The action was brought by a mechanic’s lienholder to foreclose its liens on two separate properties, making other lienholders and the holder of mortgages parties defendant. Liens were claimed separately on two city lots separated by a street and in different blocks but directly opposite each other and owned by the same party, who executed a mortgage on each of them separately to the same mortgagee for different amounts the same day and recorded the same day, and contracts were made with the lienholders in most instances for work on both buildings. One of the lienholders is interested only in one building, the others in both but for separate and distinct work done and material furnished, and in distinct and definite amounts on each building. There is no question about the amounts of the liens claimed or the furnishing of the material or labor as claimed. The trial court gave the mechanics’ lienholders a priority on one property and the building and loan association, the mortgagee, priority on the other. Each party appeals from the part of the ruling that is adverse.
To avoid confusion the matters will be considered here as though they were in two separate cases, considering first the appeal of the building and loan association from the judgment of priority given the mechanics’ lienholders, on lot 18, block 7, University Place, Lawrence,' Kan. The owner, E. W. Sellards, staked off the ground for the erection of a new residence building on this lot on or before June 6, 1928, and the Kennedy Plumbing Company on that day went upon the grounds and dug a trench from the city sewer in the alley just back of the property to the point where the building was to be constructed as shown by the stakes. The mortgage was executed June 9 and recorded June 12, and the excavation for the building was commenced June 14. The trial court held that the digging of the sewer trench was under the statute a sufficient commencement of the building to give the lien of the mechanics a priority over the mortgage executed three days later.
It is contended by the building and loan association that the mere digging of a small trench from the alley over the lot to the rear of the proposed building, as staked off, would not be very noticeable and would not indicate that a building had been commenced there, nor meet the reasonable requirements of the statute as “the com*749mencement of such building.” Appellant cites the case of Mortgage Co. v. Weyerhaeuser, 48 Kan. 335, 29 Pac. 153, where it was said:
“The digging for the cellar or the excavation for the foundation is the commencement of the building, within the intention and meaning of the statute.” (Syl.)

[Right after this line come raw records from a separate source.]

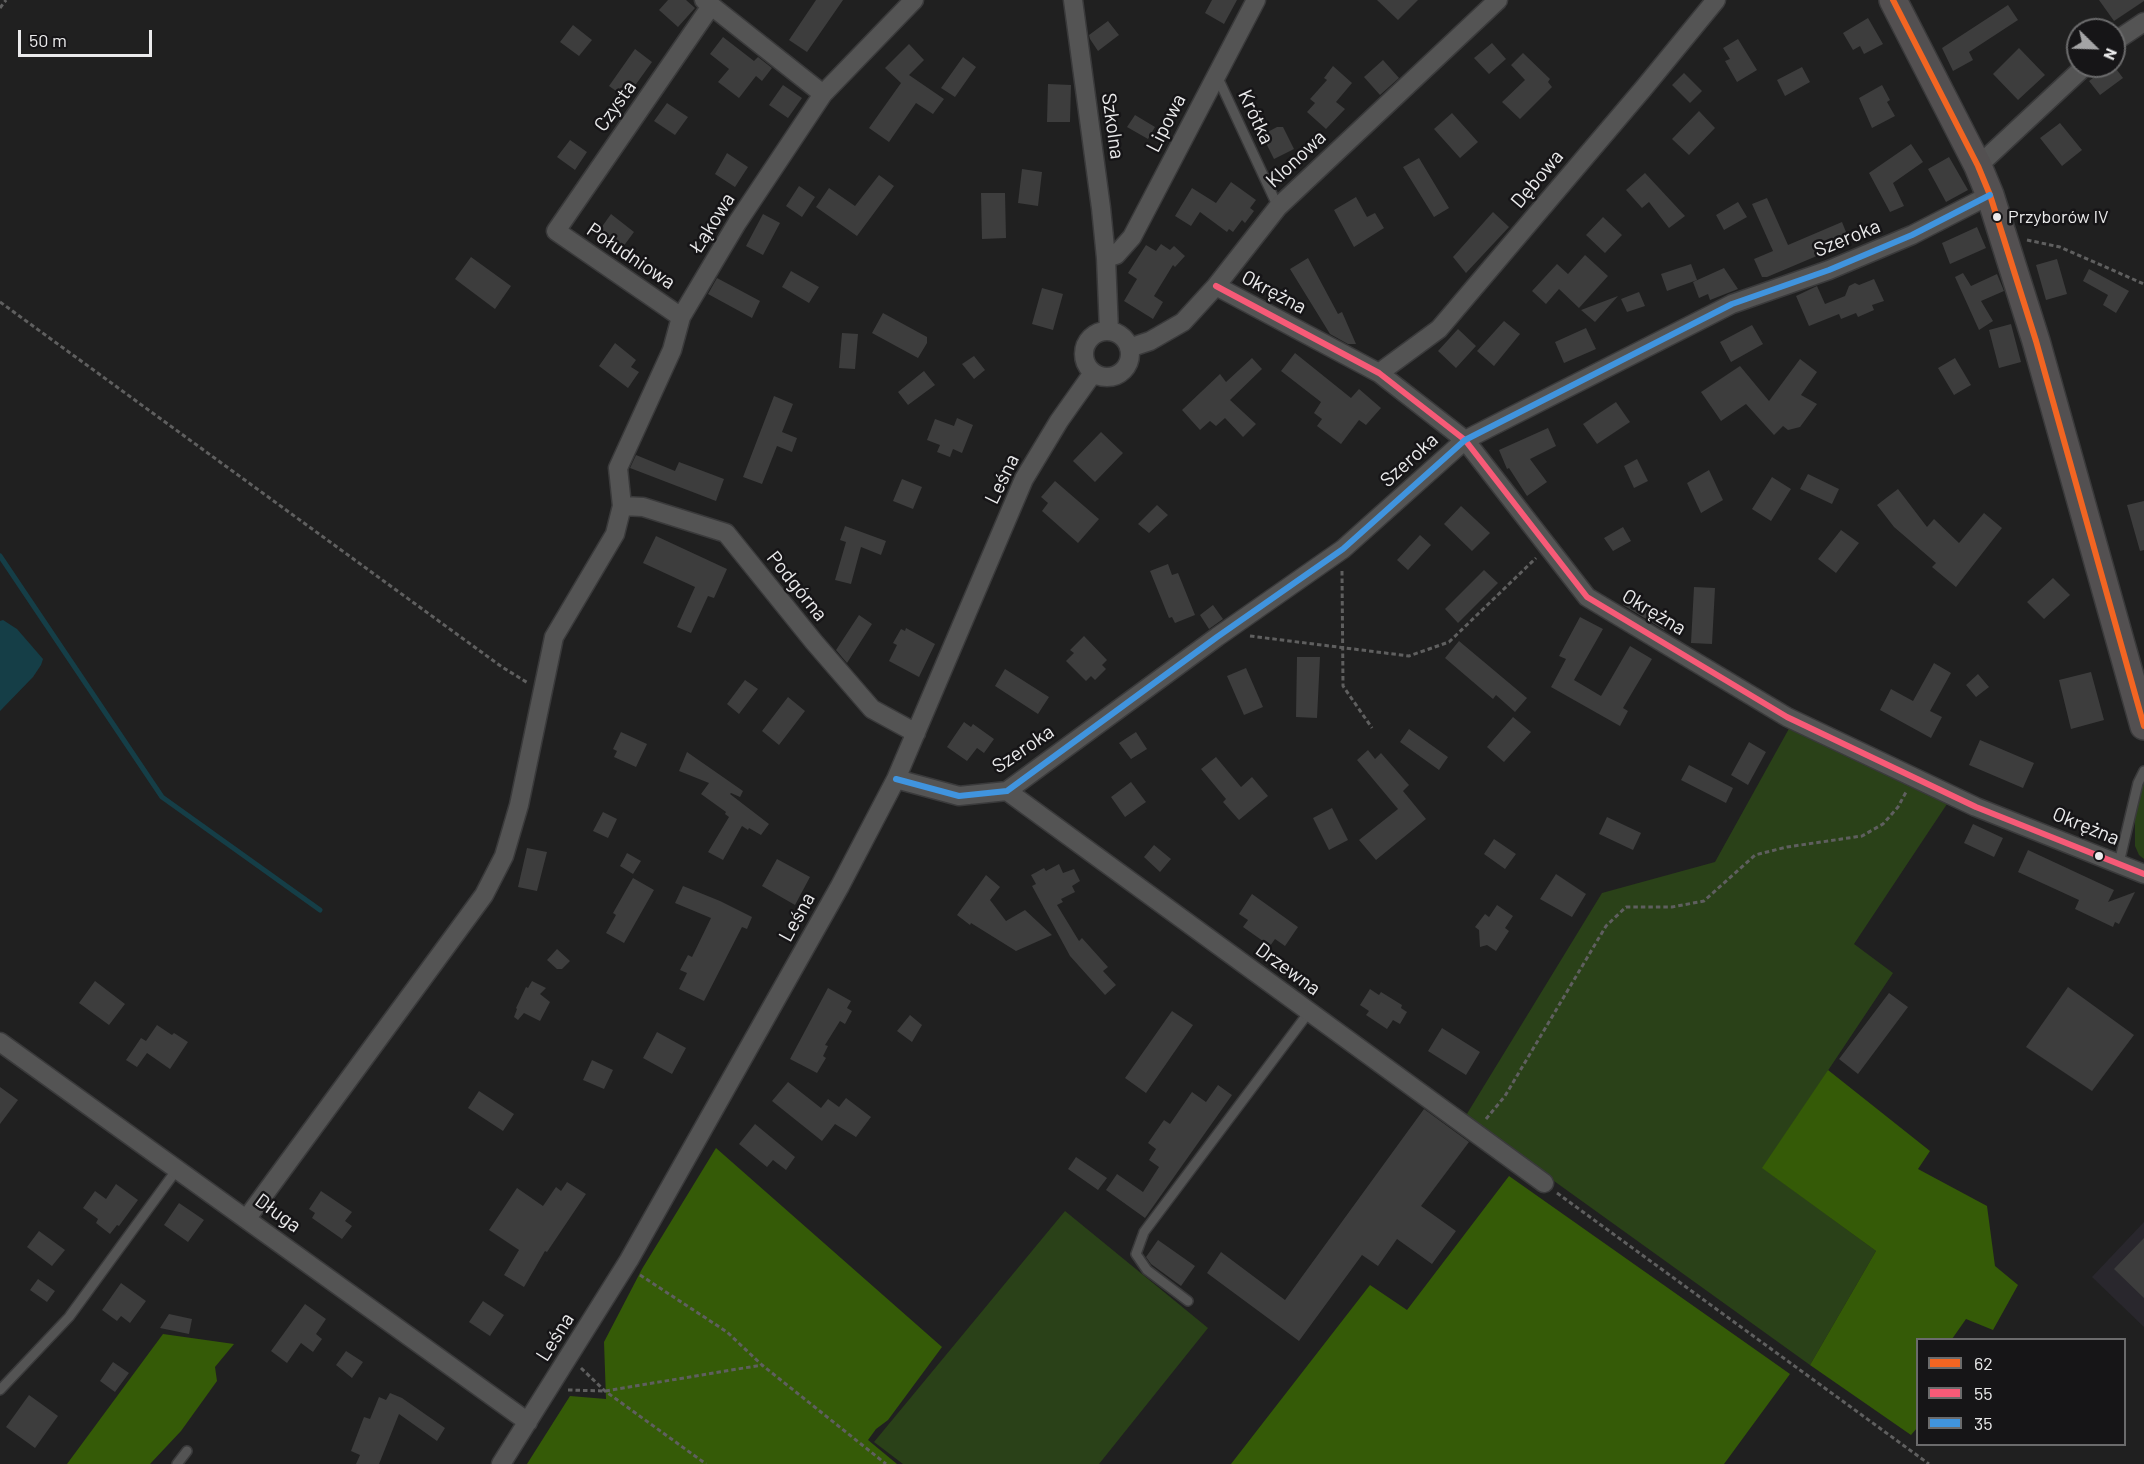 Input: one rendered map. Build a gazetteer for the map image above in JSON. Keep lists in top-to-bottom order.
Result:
{
  "streets": {
    "street": [
      "Czysta",
      "Lipowa",
      "Szkolna",
      "Klonowa",
      "Dębowa",
      "Łąkowa",
      "Szeroka",
      "Południowa",
      "Okrężna",
      "Leśna",
      "Podgórna",
      "Drzewna",
      "Długa"
    ],
    "lane": ["Krótka"]
  },
  "crossings": [
    ["Czysta", "Południowa"],
    ["Krótka", "Lipowa"],
    ["Krótka", "Klonowa"],
    ["Lipowa", "Szkolna"],
    ["Klonowa", "Okrężna"],
    ["Klonowa", "Leśna"],
    ["Dębowa", "Okrężna"],
    ["Łąkowa", "Południowa"],
    ["Łąkowa", "Podgórna"],
    ["Szeroka", "Okrężna"],
    ["Szeroka", "Leśna"],
    ["Szeroka", "Drzewna"],
    ["Leśna", "Podgórna"],
    ["Leśna", "Długa"]
  ],
  "places": ["Przyborów IV"],
  "lines": ["transit line 62", "transit line 35", "transit line 55"],
  "legend": ["62", "55", "35"],
  "scale_bar": "50 m",
  "north": "bottom right"
} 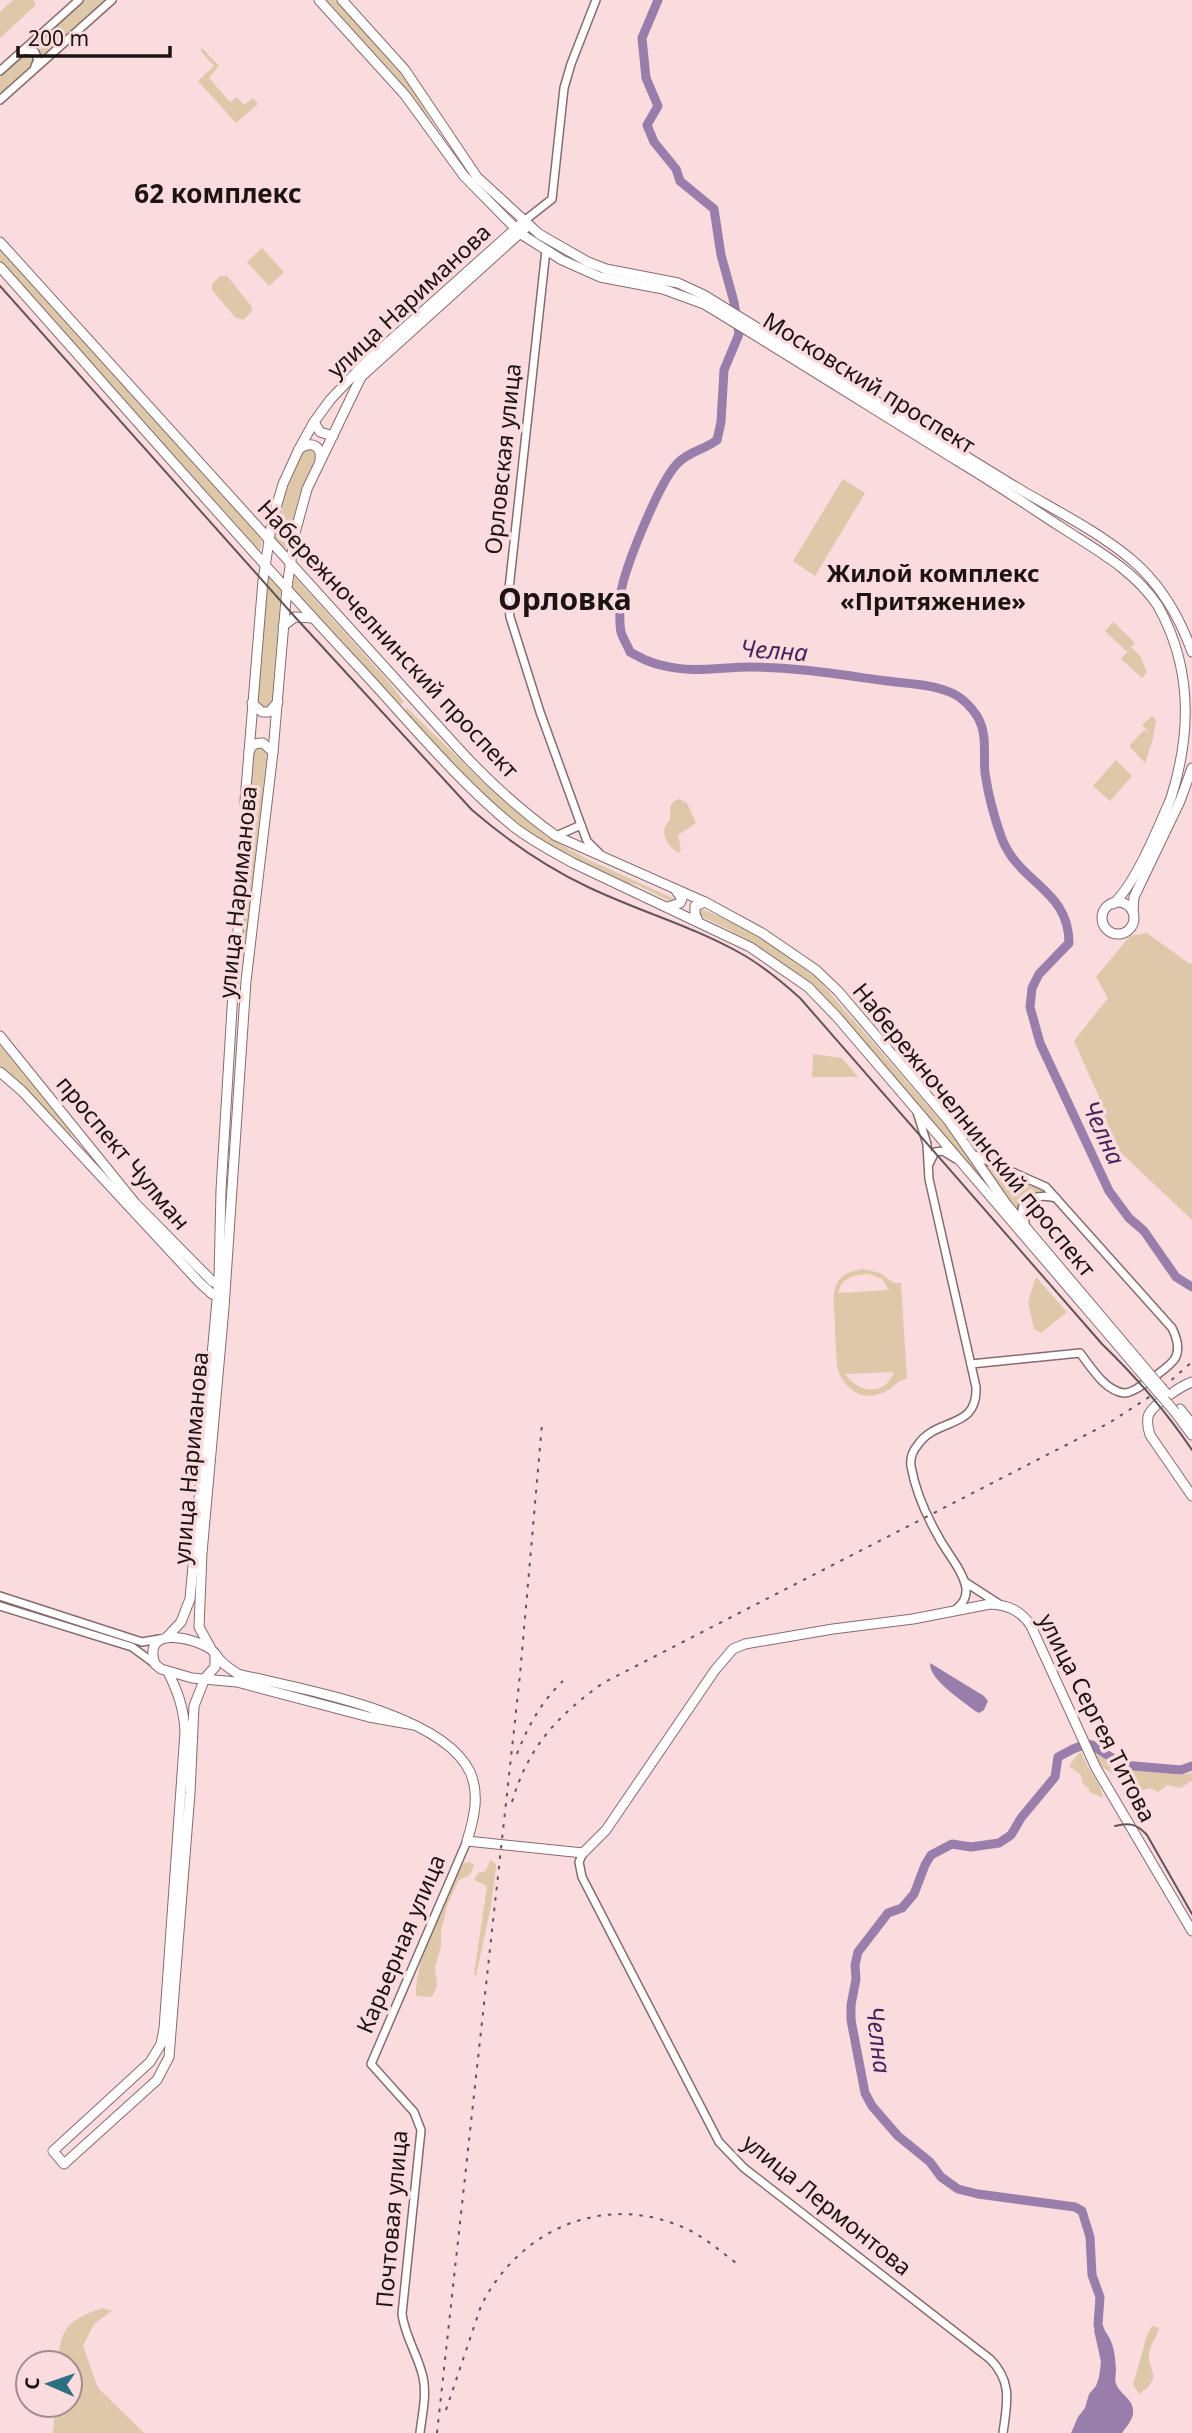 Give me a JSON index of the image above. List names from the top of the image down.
{
  "streets": {
    "main road": [
      "улица Нариманова",
      "Московский проспект",
      "Набережночелнинский проспект",
      "проспект Чулман",
      "улица Сергея Титова"
    ],
    "street": [
      "Орловская улица",
      "Карьерная улица",
      "улица Лермонтова",
      "Почтовая улица"
    ]
  },
  "crossings": [
    ["улица Нариманова", "Московский проспект"],
    ["улица Нариманова", "Набережночелнинский проспект"],
    ["улица Нариманова", "проспект Чулман"],
    ["Московский проспект", "Орловская улица"],
    ["Орловская улица", "Набережночелнинский проспект"],
    ["Карьерная улица", "Почтовая улица"]
  ],
  "districts": ["62 комплекс", "Жилой комплекс «Притяжение»", "Орловка"],
  "water": ["Челна"],
  "scale_bar": "200 m",
  "north": "left"
} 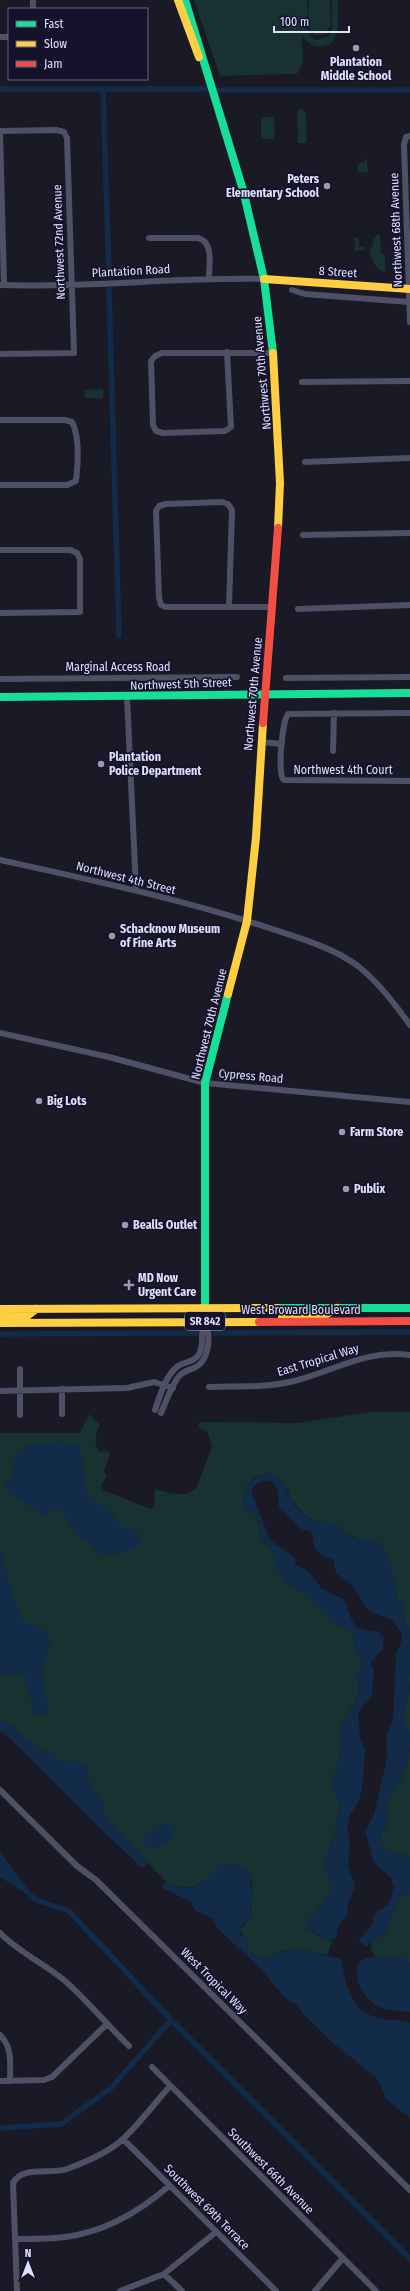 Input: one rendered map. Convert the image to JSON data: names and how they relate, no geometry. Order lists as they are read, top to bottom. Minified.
{"streets":{"street":["Northwest 68th Avenue","Northwest 72nd Avenue","Plantation Road","8 Street","Northwest 70th Avenue","Marginal Access Road","Northwest 5th Street","Northwest 4th Court","Northwest 4th Street","Cypress Road","West Broward Boulevard","SR 842","East Tropical Way","West Tropical Way","Southwest 66th Avenue","Southwest 69th Terrace"]},"crossings":[["Northwest 68th Avenue","8 Street"],["Northwest 72nd Avenue","Plantation Road"],["Plantation Road","8 Street"],["Plantation Road","Northwest 70th Avenue"],["8 Street","Northwest 70th Avenue"],["Northwest 70th Avenue","Northwest 5th Street"],["Northwest 70th Avenue","Northwest 4th Street"],["Northwest 70th Avenue","Cypress Road"],["Northwest 70th Avenue","West Broward Boulevard"]],"places":{"other":["Plantation Middle School","Peters Elementary School","Plantation Police Department","Schacknow Museum of Fine Arts","Big Lots","Farm Store","Publix","Bealls Outlet"],"health":["MD Now Urgent Care"]},"legend":["Fast","Slow","Jam"],"scale_bar":"100 m","north":"top"}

It was there contended that the placing of material on the lot should be regarded as the commencement of the building, but the court in the opinion regarded that as too indefinite for the- reason that it might be later removed, or, if used, not used for a long time thereafter, and concluded as follows:
“The digging of the cellar, the excavation for the foundation walls, is a definite thing, open to the observation of all passers-by, very suggestive of its purposes, and is a better starting point from which to date a lien, because it is unmistakably the commencement of a building.” (p. 344.)
From this statement it is perfectly obvious that the court did not intend to convey the thought that nothing but the digging for cellar or foundation could be considered as the commencement of the building, but that such work was definite and open to observation of all passers-by and a good or better starting point than the other thing suggested in that case, namely, placing lumber or material on the lot. Some buildings are commenced without either cellars or foundations by setting the sills on blocks or posts. One of the witnesses in this case stated that one could tell by a glance at the ground and the structure that a new building was being constructed; that the ditch was covered in the alley but not on the lot, and that they usually started a sewer before anything else to get a drain to the basement to drain the water out. This situation fully meets the requirement of the statute as the commencement of the building, the sewer ditch being something open to the observation of all passers-by and something definite which everyone could readily see and recognize as the commencement of the building.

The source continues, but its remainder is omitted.